Data that includes interval-censored observations — Specify data as a two-column matrix of sample data and censorship information. Each row of data specifies the range of possible survival or failure times for each observation, and can have one of these values:
- [t,t] — Fully observed at t
- [–Inf,t] — Left-censored at t
- [t,Inf] — Right-censored at t
- [t₁,t₂] — Interval-censored between [t₁,t₂], where t₁ < t₂

mlecov ignores NaN values in data. Additionally, any NaN values in the censoring vector (Censoring) or frequency vector (Frequency) cause mlecov to ignore the corresponding rows in data.

Data Types: single | double

`pdf` — Custom probability density function
function handle | cell array

Custom probability distribution function (pdf), specified as a function handle or a cell array containing a function handle and additional arguments to the function.
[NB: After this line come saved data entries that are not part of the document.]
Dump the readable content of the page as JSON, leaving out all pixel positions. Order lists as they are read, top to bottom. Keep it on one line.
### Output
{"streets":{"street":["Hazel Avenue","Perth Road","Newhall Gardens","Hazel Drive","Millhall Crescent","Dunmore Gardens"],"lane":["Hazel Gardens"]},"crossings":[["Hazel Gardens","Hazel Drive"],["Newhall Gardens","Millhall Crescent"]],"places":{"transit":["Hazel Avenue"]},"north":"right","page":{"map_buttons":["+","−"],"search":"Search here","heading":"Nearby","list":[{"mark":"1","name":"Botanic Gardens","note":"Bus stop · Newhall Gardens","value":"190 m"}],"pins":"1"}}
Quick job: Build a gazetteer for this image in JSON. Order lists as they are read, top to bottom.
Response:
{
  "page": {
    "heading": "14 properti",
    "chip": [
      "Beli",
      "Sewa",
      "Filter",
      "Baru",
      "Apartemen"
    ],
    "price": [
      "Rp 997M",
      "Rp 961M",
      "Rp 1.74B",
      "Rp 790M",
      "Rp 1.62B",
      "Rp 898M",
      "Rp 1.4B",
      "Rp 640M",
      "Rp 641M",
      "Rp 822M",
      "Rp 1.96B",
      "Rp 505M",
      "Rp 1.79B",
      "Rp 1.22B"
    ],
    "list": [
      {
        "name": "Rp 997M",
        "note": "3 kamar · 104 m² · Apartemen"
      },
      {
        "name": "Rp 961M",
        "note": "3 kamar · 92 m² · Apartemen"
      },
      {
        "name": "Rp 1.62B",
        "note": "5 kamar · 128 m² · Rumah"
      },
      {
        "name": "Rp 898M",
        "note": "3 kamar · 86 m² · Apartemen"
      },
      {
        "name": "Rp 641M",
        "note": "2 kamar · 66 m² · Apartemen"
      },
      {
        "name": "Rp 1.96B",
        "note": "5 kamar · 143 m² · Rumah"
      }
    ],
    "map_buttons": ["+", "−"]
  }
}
The custom function accepts a vector containing sample data, one or more individual distribution parameters, and any additional arguments passed by a cell array as input parameters. The function returns a vector of probability density values.

Example: @newpdf

Data Types: function_handle | cell

`logpdf` — Custom log probability density function
function handle | cell array

Custom log probability density function, specified as a function handle or a cell array containing a function handle and additional arguments to the function.

Example: @customlogpdf

Data Types: function_handle | cell

`nloglf` — Custom negative loglikelihood function
function handle | cell array

Custom negative loglikelihood function, specified as a function handle or a cell array containing a function handle and additional arguments to the function.

The custom function accepts the following input arguments, in the order listed in the table.

Input Argument of Custom Function	Description
`params`	Vector of distribution parameter values `params`.
`data`	Sample data. The `data` value is a vector of sample data or a two-column matrix of sample data and censorship information.
`cens`	Logical vector of censorship information. `nloglf` must accept `cens` even if you do not use the `Censoring` name-value argument. In this case, you can write `nloglf` to ignore `cens`.
`freq`	Integer vector of data frequencies. `nloglf` must accept `freq` even if you do not use the `Frequency` name-value argument. In this case, you can write `nloglf` to ignore `freq`.
`trunc`	Two-element numeric vector of truncation bounds. `nloglf` must accept `trunc` if you use the `TruncationBounds` name-value argument.

nloglf can optionally accept the additional arguments passed by a cell array as input parameters.

nloglf returns a scalar negative loglikelihood value and, optionally, a negative loglikelihood gradient vector (see the GradObj field in the Options name-value argument).

Example: @negloglik

Data Types: function_handle | cell

Name-Value Arguments

Specify optional pairs of arguments as Name1=Value1,...,NameN=ValueN, where Name is the argument name and Value is the corresponding value. Name-value arguments must appear after other arguments, but the order of the pairs does not matter.

Before R2021a, use commas to separate each name and value, and enclose Name in quotes.

Example: 'Censoring',cens,'Options',opt instructs mlecov to read the censored data information from the vector cens and perform according to the new options structure opt.

`cdf` — Custom cumulative distribution function
function handle | cell array

Custom cumulative distribution function (cdf), specified as a function handle or a cell array containing a function handle and additional arguments to the function.

For censored or truncated observations, you must define both cdf and pdf. For fully observed and untruncated observations, mlecov does not use cdf. You can specify the censorship information by using either data or Censoring and specify the truncation bounds by using TruncationBounds.

Example: 'cdf',@newcdf

Data Types: function_handle | cell

`logsf` — Custom log survival function
function handle | cell array

Custom log survival function, specified as a function handle or a cell array containing a function handle and additional arguments to the function.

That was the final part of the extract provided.